João Carmo: 30 anos, médio do GD Fabril
. 20 de novembro, a um dia do Fabril-FC Porto

«Deviam ser umas 5 e meia da tarde quando cheguei a casa e a minha namorada tinha a televisão ligada num canal que estava a dar o sorteio da Taça. Já tinham saído o Benfica e o Sporting: quando saiu o nosso nome com o do FC Porto, a primeira coisa que fiz foi gritar de felicidade. Sem dúvida que o jogo deste sábado será marcante na vida de cada um de nós, jogadores do Fabril, sobretudo para quem nunca jogou em campeonatos superiores ao equivalente à 3.ª divisão.

Hoje já é sexta-feira e a malta está desejosa que o jogo chegue. Durante as últimas semanas fomos falando algumas vezes do FC Porto, mas até agora tentámos estar focados exclusivamente no Campeonato de Portugal: é algo a que temos de dar mais importância, apesar de sabermos que a Taça de Portugal tem muita história. Mas ainda não ganhámos no campeonato e era importante não desviarmos o foco.

Será um jogo que toda a gente quer jogar. Infelizmente, nem todos vão ter essa oportunidade por causa da covid-19. Esta sexta-feira esperávamos ter recebido os resultados dos testes da véspera perto do meio-dia. Chegaram por volta das 3 da tarde e dá para imaginar a nossa apreensão durante essa espera. Felizmente não houve mais casos.

O meu nome é João Carmo e tenho 30 anos. Para além de jogador, sou comercial: trabalho com produtos de cosmética. Felizmente, o meu horário é flexível e permite-me andar à vontade. À vontade, sim, mas sempre com responsabilidade e a ter de cumprir tudo no final do mês. Não é fácil conciliar, porque muitas vezes temos marcações no final do dia e, como trabalho é trabalho, nem sempre é fácil encaixar tudo. Muitas vezes chego ao treino em cima da hora: é entrar no balneário, equipar rápido e acompanhar a malta. Saio do carro praticamente a descalçar-me.

O meu objetivo no futebol sempre foi chegar o mais longe possível. Fiz a minha formação nos clubes perto de casa. Estive no Corroios e com 13 ou 14 anos fui para o Benfica. Estive lá três ou quatro anos, até ao último ano de juvenil, quando fui para o Estrela da Amadora.

No Benfica tive um treinador que me marcou bastante: o mister João Paulo Costa. Tinha uma maneira fantástica de lidar e trabalhar com os jogadores. Motivava-nos para fazermos o que gostávamos.

Muitos dos colegas da minha geração, de 1990, estão agora no estrangeiro: o David Simão, por exemplo, e outros do Sporting com quem estive na seleção: Diogo Amado, Diogo Rosado, André Martins, Wilson Eduardo e Diogo Viana. Felizmente, muitos deles conseguiram vingar e desejo-lhes toda a sorte do mundo.
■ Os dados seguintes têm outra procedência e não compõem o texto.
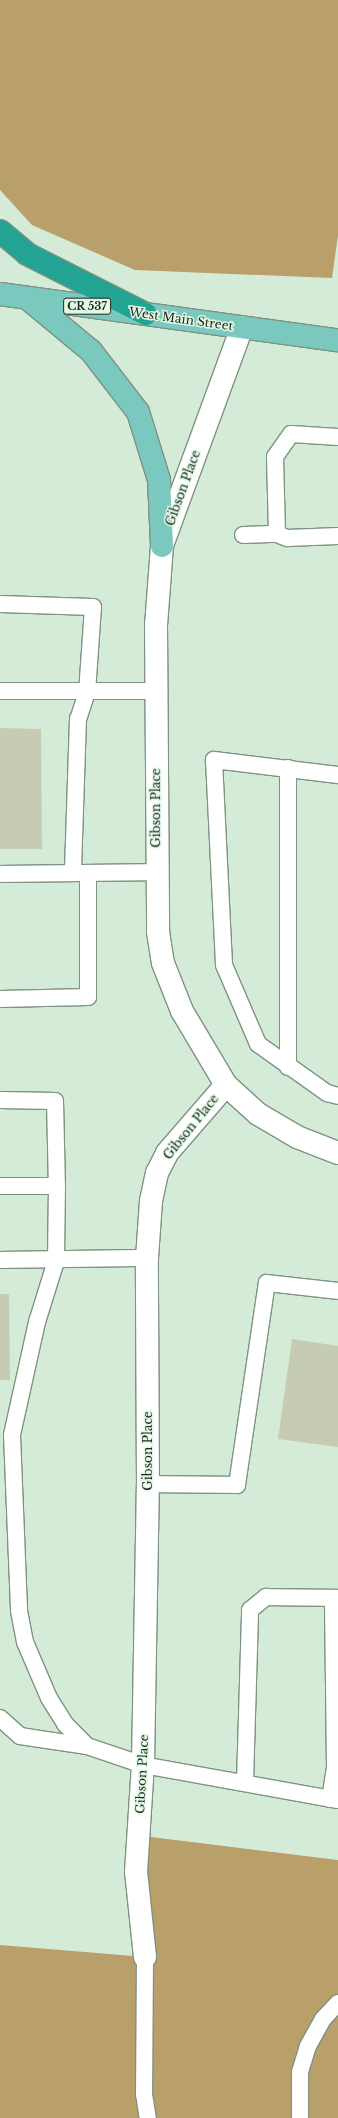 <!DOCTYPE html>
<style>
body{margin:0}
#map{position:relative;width:338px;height:2118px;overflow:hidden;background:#d4ebd8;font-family:"Libre Baskerville",serif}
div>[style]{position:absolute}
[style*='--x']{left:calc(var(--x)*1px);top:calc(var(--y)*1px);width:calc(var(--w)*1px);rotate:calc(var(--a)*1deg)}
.forest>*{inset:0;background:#b99f69}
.building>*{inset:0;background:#c6ccb3}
.roads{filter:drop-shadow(1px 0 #7e9381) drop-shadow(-1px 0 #7e9381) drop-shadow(0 1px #7e9381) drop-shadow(0 -1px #7e9381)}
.service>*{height:16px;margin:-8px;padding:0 8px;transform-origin:8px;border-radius:8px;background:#fff}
.minor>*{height:22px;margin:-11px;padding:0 11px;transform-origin:11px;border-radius:11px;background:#fff}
.primary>*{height:22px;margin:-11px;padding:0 11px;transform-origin:11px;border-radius:11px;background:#7bc8be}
.motorway>*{height:22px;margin:-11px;padding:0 11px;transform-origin:11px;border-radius:11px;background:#23a393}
span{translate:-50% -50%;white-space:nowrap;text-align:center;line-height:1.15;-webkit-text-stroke:3px #e1f8e5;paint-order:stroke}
.shield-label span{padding:1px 3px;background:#e1f8e5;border:1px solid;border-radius:3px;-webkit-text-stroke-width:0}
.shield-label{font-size:11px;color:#1f2720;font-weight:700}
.street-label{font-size:12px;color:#1f2720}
</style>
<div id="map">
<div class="forest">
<div style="clip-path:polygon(0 0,338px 0,338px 235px,332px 278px,135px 270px,32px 225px,0 190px)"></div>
<div style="clip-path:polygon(143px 1836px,338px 1860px,338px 2118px,0 2118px,0 1945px,145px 1957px)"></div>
</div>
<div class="building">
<div style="clip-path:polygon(0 728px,41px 729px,42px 849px,0 849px)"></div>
<div style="clip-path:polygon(0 1294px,9px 1294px,10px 1380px,0 1380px)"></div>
<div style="clip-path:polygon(292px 1339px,338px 1346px,338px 1447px,278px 1439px)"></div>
</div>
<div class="roads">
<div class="service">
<div style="--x:338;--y:437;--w:47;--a:-176.3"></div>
<div style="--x:291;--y:434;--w:28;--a:125"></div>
<div style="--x:275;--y:457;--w:77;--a:88.5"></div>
<div style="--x:277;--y:534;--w:11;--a:22"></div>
<div style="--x:287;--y:538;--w:51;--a:-2.2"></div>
<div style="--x:243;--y:535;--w:34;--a:-2"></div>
<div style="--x:0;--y:604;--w:93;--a:1.8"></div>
<div style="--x:93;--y:607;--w:85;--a:94"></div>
<div style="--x:87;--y:692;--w:28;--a:108"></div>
<div style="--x:78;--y:719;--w:154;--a:91.9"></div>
<div style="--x:0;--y:691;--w:156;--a:0"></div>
<div style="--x:288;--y:768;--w:299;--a:90"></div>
<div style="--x:338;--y:775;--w:125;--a:-173.1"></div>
<div style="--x:214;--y:760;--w:205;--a:87.2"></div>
<div style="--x:224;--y:965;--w:86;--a:66.7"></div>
<div style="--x:258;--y:1044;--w:85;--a:35.4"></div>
<div style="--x:327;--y:1093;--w:11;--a:15"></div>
<div style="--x:0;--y:874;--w:156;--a:-0.7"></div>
<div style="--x:0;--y:999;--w:88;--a:-1.3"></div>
<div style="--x:88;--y:997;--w:122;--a:-90"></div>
<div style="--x:0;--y:1100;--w:55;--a:1"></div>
<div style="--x:55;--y:1101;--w:85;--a:88.7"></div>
<div style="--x:0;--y:1186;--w:57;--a:0"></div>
<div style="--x:57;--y:1186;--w:75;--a:90.8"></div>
<div style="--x:56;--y:1261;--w:64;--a:107.3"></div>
<div style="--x:37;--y:1322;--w:116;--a:102.5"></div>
<div style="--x:12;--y:1435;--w:176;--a:87.7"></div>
<div style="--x:19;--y:1611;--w:32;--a:79"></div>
<div style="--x:25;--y:1642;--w:61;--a:66.8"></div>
<div style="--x:49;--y:1698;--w:31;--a:58"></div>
<div style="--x:65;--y:1724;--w:31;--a:45"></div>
<div style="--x:0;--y:1260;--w:147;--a:-0.8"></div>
<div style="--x:148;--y:1484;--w:89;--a:0.6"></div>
<div style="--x:237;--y:1485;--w:204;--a:-81.6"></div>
<div style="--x:267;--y:1283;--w:71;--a:6.4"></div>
<div style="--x:0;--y:1718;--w:27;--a:42"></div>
<div style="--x:20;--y:1736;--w:68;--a:8.5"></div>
<div style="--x:87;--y:1746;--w:59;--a:18.7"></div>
<div style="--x:143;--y:1765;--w:198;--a:10.2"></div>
<div style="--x:245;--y:1783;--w:173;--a:-88.3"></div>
<div style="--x:250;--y:1610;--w:21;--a:-39"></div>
<div style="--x:266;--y:1597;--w:72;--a:0.8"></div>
<div style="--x:330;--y:1799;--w:32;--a:-81"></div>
<div style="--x:335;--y:1767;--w:169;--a:-90.7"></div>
<div style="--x:145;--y:1957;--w:137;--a:90.4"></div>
<div style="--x:144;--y:2094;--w:24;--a:81"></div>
<div style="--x:300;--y:2118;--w:46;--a:-90"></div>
<div style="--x:300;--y:2072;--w:27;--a:-73"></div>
<div style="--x:308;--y:2046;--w:31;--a:-61"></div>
<div style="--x:323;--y:2019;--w:22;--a:-47"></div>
</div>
<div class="minor">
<div style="--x:242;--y:327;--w:233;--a:110.1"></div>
<div style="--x:162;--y:546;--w:79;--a:94.3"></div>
<div style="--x:156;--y:625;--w:307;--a:89.6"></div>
<div style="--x:158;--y:932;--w:31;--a:81"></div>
<div style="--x:163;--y:963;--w:52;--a:68.4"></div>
<div style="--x:182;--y:1011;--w:86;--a:59.3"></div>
<div style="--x:226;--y:1085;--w:43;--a:42.2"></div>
<div style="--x:258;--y:1114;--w:45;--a:30.5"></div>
<div style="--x:297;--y:1137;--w:44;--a:21.3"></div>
<div style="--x:145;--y:1957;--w:85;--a:-96"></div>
<div style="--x:136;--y:1872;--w:107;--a:-86.3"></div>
<div style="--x:143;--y:1765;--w:281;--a:-89"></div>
<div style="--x:148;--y:1484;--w:226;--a:-90.3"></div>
<div style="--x:147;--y:1258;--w:57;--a:-86"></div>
<div style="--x:151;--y:1201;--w:29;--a:-78"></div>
<div style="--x:157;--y:1173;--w:22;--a:-63"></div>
<div style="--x:167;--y:1153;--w:90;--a:-49.1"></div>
</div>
<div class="primary">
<div style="--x:0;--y:294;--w:341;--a:7.8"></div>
<div style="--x:27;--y:298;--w:83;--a:39.6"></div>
<div style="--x:91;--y:351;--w:77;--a:52.4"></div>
<div style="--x:138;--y:412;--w:71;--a:72.8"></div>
<div style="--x:159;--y:480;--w:66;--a:87.4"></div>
</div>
<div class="motorway">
<div style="--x:0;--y:231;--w:35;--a:40"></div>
<div style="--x:27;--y:254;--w:133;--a:26.8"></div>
</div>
</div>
<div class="shield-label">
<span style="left:87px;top:306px">CR 537</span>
</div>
<div class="street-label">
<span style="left:181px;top:319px;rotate:8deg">West Main Street</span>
<span style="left:183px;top:488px;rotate:-70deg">Gibson Place</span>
<span style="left:156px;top:808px;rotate:-90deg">Gibson Place</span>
<span style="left:191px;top:1127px;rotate:-51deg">Gibson Place</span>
<span style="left:148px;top:1451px;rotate:-90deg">Gibson Place</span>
<span style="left:142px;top:1774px;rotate:-87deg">Gibson Place</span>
</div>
</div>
Claro que gostava de ter atingido outro patamar. No futebol há um fator que também é muito importante, que é a sorte. Eu, infelizmente, nunca tive a oportunidade de ter um empresário que me ajudasse de alguma forma num clube ou noutro. Nunca passei do equivalente à 3.ª divisão, mas não guardo mágoa quando olho para trás: tive a sorte de passar por coisas pelas quais outros não passaram e isso já foi muito bom. Quando deixar de jogar, terei recordações maravilhosas.

O que ainda me alimenta aos 30 anos? O espírito de grupo num balneário, onde partilhamos momentos incríveis que muita gente nem imagina: é lá que vivemos as maiores alegrias e as maiores tristezas. Tenho uma grande paixão pelo futebol: jogo desde os sete anos e não me vejo a chegar a casa ao final do dia e enfiar-me em casa sem ir antes para o treino. É um modo de vida que sei que um dia vai acabar, mas sempre que puder vou atrasar esse fim mais bocadinho.

Quando terminar a carreira, o momento será de grande tristeza: nesse dia gostava de olhar para trás e lembrar uma vitória sobre o FC Porto. Se possível, juntar a essa recordação a de um golo perto do fim que nos deu a vitória.

Por que não?! O futebol é mesmo assim: as surpresas acontecem e nós acreditamos que podemos fazer uma gracinha. No museu do Fabril temos um espaço para meter a nossa fotografia do jogo e isso dá-nos uma força extra.

Agora vou descansar. Tenho dormido bem nos últimos dias, mas vamos lá a ver como corre hoje. Não posso garantir nada.»